**Task:** Give back the lines of the entries below exactly as written, from the first line to the line holding "margin:0; font-size:23px; white-space:nowrap;", both included, with the pictures omitted.

**Input data:**
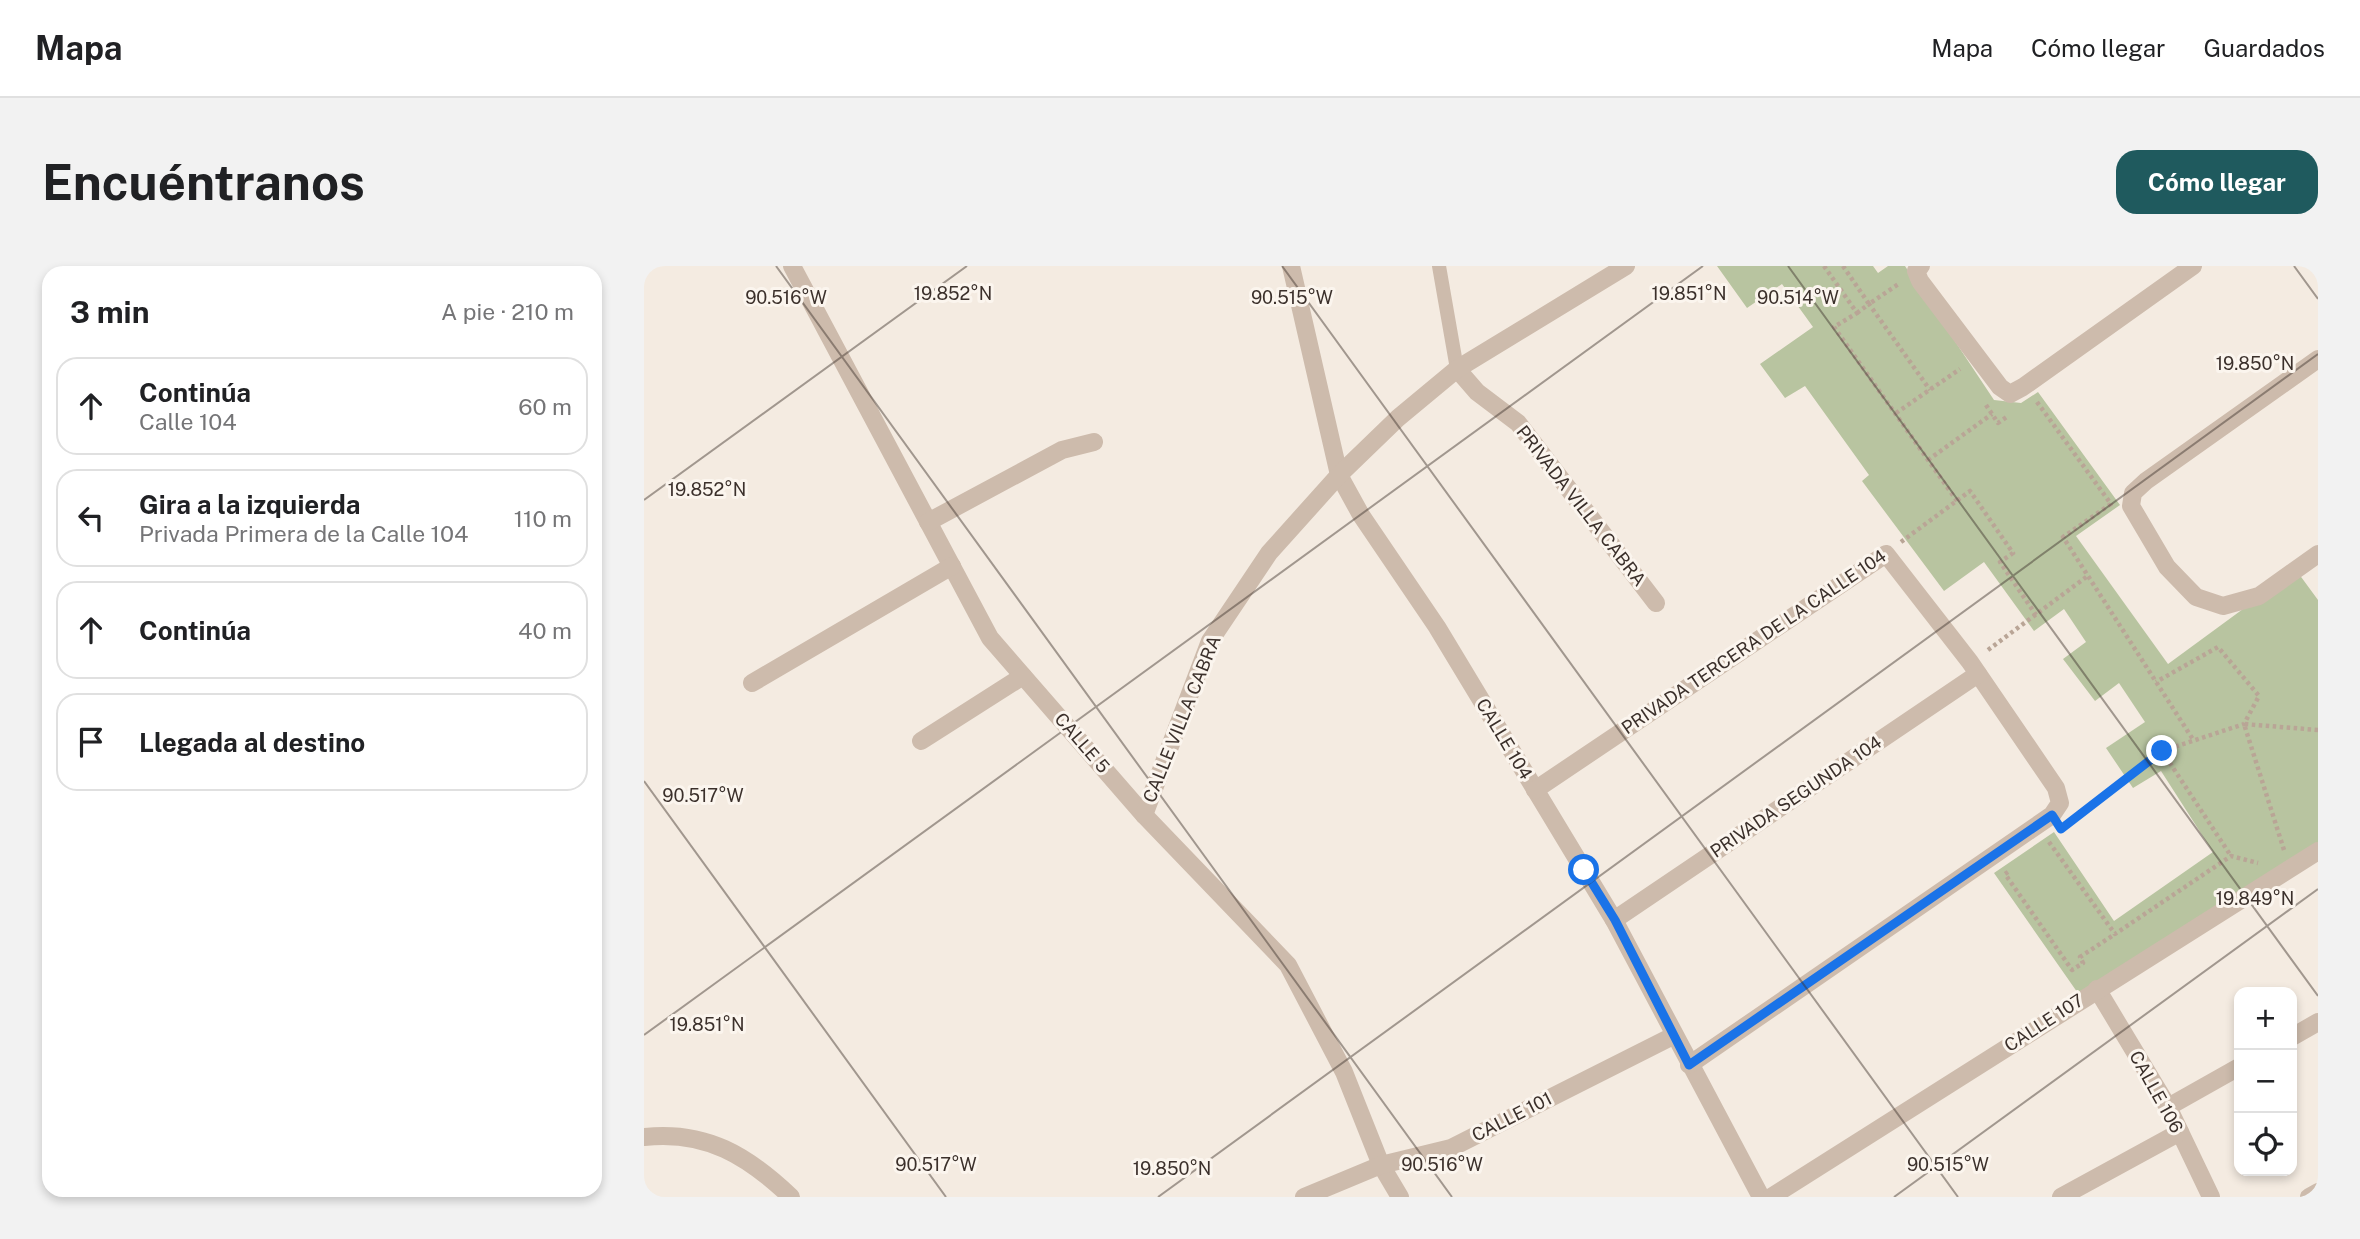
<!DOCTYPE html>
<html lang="es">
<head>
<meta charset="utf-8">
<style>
	:root { --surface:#fff; --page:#f2f2f2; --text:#202124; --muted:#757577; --line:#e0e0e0; --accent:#1f5a5e }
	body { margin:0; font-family:"Public Sans",sans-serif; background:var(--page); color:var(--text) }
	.controls { position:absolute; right:21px; bottom:21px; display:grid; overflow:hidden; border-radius:14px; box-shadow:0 4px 10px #0003 }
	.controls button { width:63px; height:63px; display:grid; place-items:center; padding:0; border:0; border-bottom:2px solid var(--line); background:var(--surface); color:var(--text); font:35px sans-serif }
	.stop { position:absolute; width:21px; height:21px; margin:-16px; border:5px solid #1a73e8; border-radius:50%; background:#fff }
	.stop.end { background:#1a73e8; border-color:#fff; box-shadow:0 2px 7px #0008 }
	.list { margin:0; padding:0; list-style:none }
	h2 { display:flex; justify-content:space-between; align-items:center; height:91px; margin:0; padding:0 28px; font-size:30px }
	h2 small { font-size:23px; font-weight:400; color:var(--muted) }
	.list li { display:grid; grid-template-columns:46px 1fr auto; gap:21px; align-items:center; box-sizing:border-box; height:98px; margin:0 14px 14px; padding:0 14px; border:2px solid var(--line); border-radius:21px }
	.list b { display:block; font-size:26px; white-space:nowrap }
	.list p { margin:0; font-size:23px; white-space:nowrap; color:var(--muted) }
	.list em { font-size:23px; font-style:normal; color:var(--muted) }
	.icon { flex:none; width:38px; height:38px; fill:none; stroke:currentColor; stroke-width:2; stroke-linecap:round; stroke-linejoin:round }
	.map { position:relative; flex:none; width:1674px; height:931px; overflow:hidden; border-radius:21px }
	header { display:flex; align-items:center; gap:42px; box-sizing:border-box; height:98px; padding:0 35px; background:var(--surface); border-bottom:2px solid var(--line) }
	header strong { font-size:33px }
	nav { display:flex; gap:38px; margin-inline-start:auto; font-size:24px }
	.intro { display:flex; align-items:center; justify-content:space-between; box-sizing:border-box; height:168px; padding:0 42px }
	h1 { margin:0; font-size:49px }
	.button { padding:18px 32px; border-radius:21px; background:var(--accent); color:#fff; font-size:24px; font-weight:700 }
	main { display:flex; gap:42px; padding:0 42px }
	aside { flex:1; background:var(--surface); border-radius:21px; box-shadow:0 4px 10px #0003 }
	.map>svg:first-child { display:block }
</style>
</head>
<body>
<header>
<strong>Mapa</strong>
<nav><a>Mapa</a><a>Cómo llegar</a><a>Guardados</a></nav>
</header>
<div class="intro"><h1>Encuéntranos</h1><a class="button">Cómo llegar</a></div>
<main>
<aside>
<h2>3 min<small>A pie · 210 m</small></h2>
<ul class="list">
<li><svg class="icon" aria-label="ahead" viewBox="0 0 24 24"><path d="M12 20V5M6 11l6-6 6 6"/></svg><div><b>Continúa</b><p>Calle 104</p></div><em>60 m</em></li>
<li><svg class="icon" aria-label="left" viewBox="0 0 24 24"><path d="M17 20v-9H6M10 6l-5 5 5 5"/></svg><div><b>Gira a la izquierda</b><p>Privada Primera de la Calle 104</p></div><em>110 m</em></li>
<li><svg class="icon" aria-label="ahead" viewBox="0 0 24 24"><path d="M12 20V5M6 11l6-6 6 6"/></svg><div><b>Continúa</b></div><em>40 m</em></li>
<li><svg class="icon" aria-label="arrive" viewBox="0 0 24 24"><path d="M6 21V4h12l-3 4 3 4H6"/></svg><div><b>Llegada al destino</b></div></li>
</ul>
</aside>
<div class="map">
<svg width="1674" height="931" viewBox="0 0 1674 931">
	<rect width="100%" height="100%" fill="#f4ebe1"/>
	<!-- green -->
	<polygon fill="#b8c4a0" points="1073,0 1229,0 1234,7 1244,0 1261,0 1350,134 1377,137 1394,126 1476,239 1432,270 1524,398 1652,304 1674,334 1674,585 1438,733 1350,607 1410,566 1470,655 1569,586 1517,505 1489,522 1462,482 1501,456 1475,417 1451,435 1419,393 1442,376 1420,343 1390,365 1340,296 1300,325 1218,215 1225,209 1161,120 1141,132 1116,98 1169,61 1138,18 1103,42"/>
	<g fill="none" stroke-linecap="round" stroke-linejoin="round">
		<!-- path -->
		<g stroke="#b9a596" stroke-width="4.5" stroke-dasharray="3.5 3.5" stroke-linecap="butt">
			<polyline points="1180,0 1213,47 1190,61 1313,235"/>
			<polyline points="1199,0 1225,38 1256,17"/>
			<polyline points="1213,47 1225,38 1286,124"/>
			<polyline points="1393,136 1467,238 1419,271 1550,475"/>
			<polyline points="1342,139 1354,157 1364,150"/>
			<polyline points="1252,147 1316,103"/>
			<polyline points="1284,194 1348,148"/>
			<polyline points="1257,276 1326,225 1369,287 1356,296 1392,349"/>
			<polyline points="1344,384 1445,309"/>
			<polyline points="1518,485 1587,590"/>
			<polyline points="1435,549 1518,485 1600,458 1615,430 1574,381 1512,416"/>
			<polyline points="1405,576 1471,668 1587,590 1614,597"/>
			<polyline points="1640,584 1600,458 1674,464"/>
			<polyline points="1364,606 1361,608 1428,704 1439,697 1436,691 1471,668"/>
		</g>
		<!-- service -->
		<polyline stroke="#cdbbac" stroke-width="14" points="795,0 813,103"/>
		<!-- minor -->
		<g stroke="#cdbbac" stroke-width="18">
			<polyline points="148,0 346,372 500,549 644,699 700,806 737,899 756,931"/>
			<polyline points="647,0 695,209 717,249 793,361 970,654 1117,931"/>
			<polyline points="1277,0 1272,5 1276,15 1356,121 1366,128 1379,121 1549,0"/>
			<polyline points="1674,93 1502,215 1489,227 1487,240 1523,301 1552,331 1579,340 1615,330 1674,288"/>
			<polyline points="813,103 833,126 874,157 1012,337"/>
			<polyline points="284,256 418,184 450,176"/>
			<polyline points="108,417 308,300"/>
			<polyline points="277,475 379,410"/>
			<polyline points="891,524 1242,288 1326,396 1412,522 1416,537 1408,549 1045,799"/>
			<polyline points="500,549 566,375 625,287 695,209 754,152 813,103 982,0"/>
			<polyline points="970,654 1334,408"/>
			<polyline points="1453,723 1524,841 1567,931"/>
			<polyline points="1648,771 1674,756"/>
			<polyline points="1524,841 1595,801"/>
			<path d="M 0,871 C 62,864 104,890 147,931"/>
			<polyline points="660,931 737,899 807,882 1029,770"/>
			<polyline points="1127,931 1674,585"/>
			<polyline points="1417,931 1536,866"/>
			<polyline points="1665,931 1674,926"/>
		</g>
	</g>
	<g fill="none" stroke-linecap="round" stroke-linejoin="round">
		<!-- route -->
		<polyline stroke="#1a73e8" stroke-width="9" points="940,604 971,654 1045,799 1408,549 1417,563 1518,485"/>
	</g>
	<!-- ticks -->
	<path fill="none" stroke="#3b302b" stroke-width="2" stroke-opacity="0.45" d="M 132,0 L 808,931M 638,0 L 1314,931M 1144,0 L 1674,730M 1650,0 L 1674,33M 0,234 L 323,0M 0,515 L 302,931M 0,769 L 1059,0M 514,931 L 1674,88M 1250,931 L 1674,623"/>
	<g text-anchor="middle" stroke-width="6" stroke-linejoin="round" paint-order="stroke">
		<!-- street labels -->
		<g font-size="18" fill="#3b302b" stroke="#fbf5ee">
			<text transform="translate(937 240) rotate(52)" y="6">PRIVADA VILLA CABRA</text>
			<text transform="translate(1110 376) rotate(-34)" y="6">PRIVADA TERCERA DE LA CALLE 104</text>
			<text transform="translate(538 453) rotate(-68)" y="6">CALLE VILLA CABRA</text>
			<text transform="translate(860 473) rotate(59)" y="6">CALLE 104</text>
			<text transform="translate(438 477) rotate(49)" y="6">CALLE 5</text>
			<text transform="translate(1152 531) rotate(-34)" y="6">PRIVADA SEGUNDA 104</text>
			<text transform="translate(1400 757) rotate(-33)" y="6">CALLE 107</text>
			<text transform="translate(1512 826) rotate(61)" y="6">CALLE 106</text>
			<text transform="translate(868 851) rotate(-27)" y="6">CALLE 101</text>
		</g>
	</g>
	<g font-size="18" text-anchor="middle" fill="#3b302b" stroke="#fbf5ee" stroke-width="6" stroke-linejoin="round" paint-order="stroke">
		<text x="309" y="34">19.852°N</text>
		<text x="1045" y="34">19.851°N</text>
		<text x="142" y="38">90.516°W</text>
		<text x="648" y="38">90.515°W</text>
		<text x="1154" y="38">90.514°W</text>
		<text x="1611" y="104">19.850°N</text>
		<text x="63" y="230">19.852°N</text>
		<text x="59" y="536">90.517°W</text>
		<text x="1611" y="639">19.849°N</text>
		<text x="63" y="765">19.851°N</text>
		<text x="292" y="905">90.517°W</text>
		<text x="798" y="905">90.516°W</text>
		<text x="1304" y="905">90.515°W</text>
		<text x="528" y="909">19.850°N</text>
	</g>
</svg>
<div class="controls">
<button>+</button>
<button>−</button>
<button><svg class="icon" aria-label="locate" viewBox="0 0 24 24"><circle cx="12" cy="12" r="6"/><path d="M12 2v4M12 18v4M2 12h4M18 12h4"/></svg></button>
</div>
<div class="stop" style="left:940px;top:604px"></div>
<div class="stop end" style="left:1518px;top:485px"></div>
</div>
</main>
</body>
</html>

**Answer for this exercise:**
<!DOCTYPE html>
<html lang="es">
<head>
<meta charset="utf-8">
<style>
	:root { --surface:#fff; --page:#f2f2f2; --text:#202124; --muted:#757577; --line:#e0e0e0; --accent:#1f5a5e }
	body { margin:0; font-family:"Public Sans",sans-serif; background:var(--page); color:var(--text) }
	.controls { position:absolute; right:21px; bottom:21px; display:grid; overflow:hidden; border-radius:14px; box-shadow:0 4px 10px #0003 }
	.controls button { width:63px; height:63px; display:grid; place-items:center; padding:0; border:0; border-bottom:2px solid var(--line); background:var(--surface); color:var(--text); font:35px sans-serif }
	.stop { position:absolute; width:21px; height:21px; margin:-16px; border:5px solid #1a73e8; border-radius:50%; background:#fff }
	.stop.end { background:#1a73e8; border-color:#fff; box-shadow:0 2px 7px #0008 }
	.list { margin:0; padding:0; list-style:none }
	h2 { display:flex; justify-content:space-between; align-items:center; height:91px; margin:0; padding:0 28px; font-size:30px }
	h2 small { font-size:23px; font-weight:400; color:var(--muted) }
	.list li { display:grid; grid-template-columns:46px 1fr auto; gap:21px; align-items:center; box-sizing:border-box; height:98px; margin:0 14px 14px; padding:0 14px; border:2px solid var(--line); border-radius:21px }
	.list b { display:block; font-size:26px; white-space:nowrap }
	.list p { margin:0; font-size:23px; white-space:nowrap; color:var(--muted) }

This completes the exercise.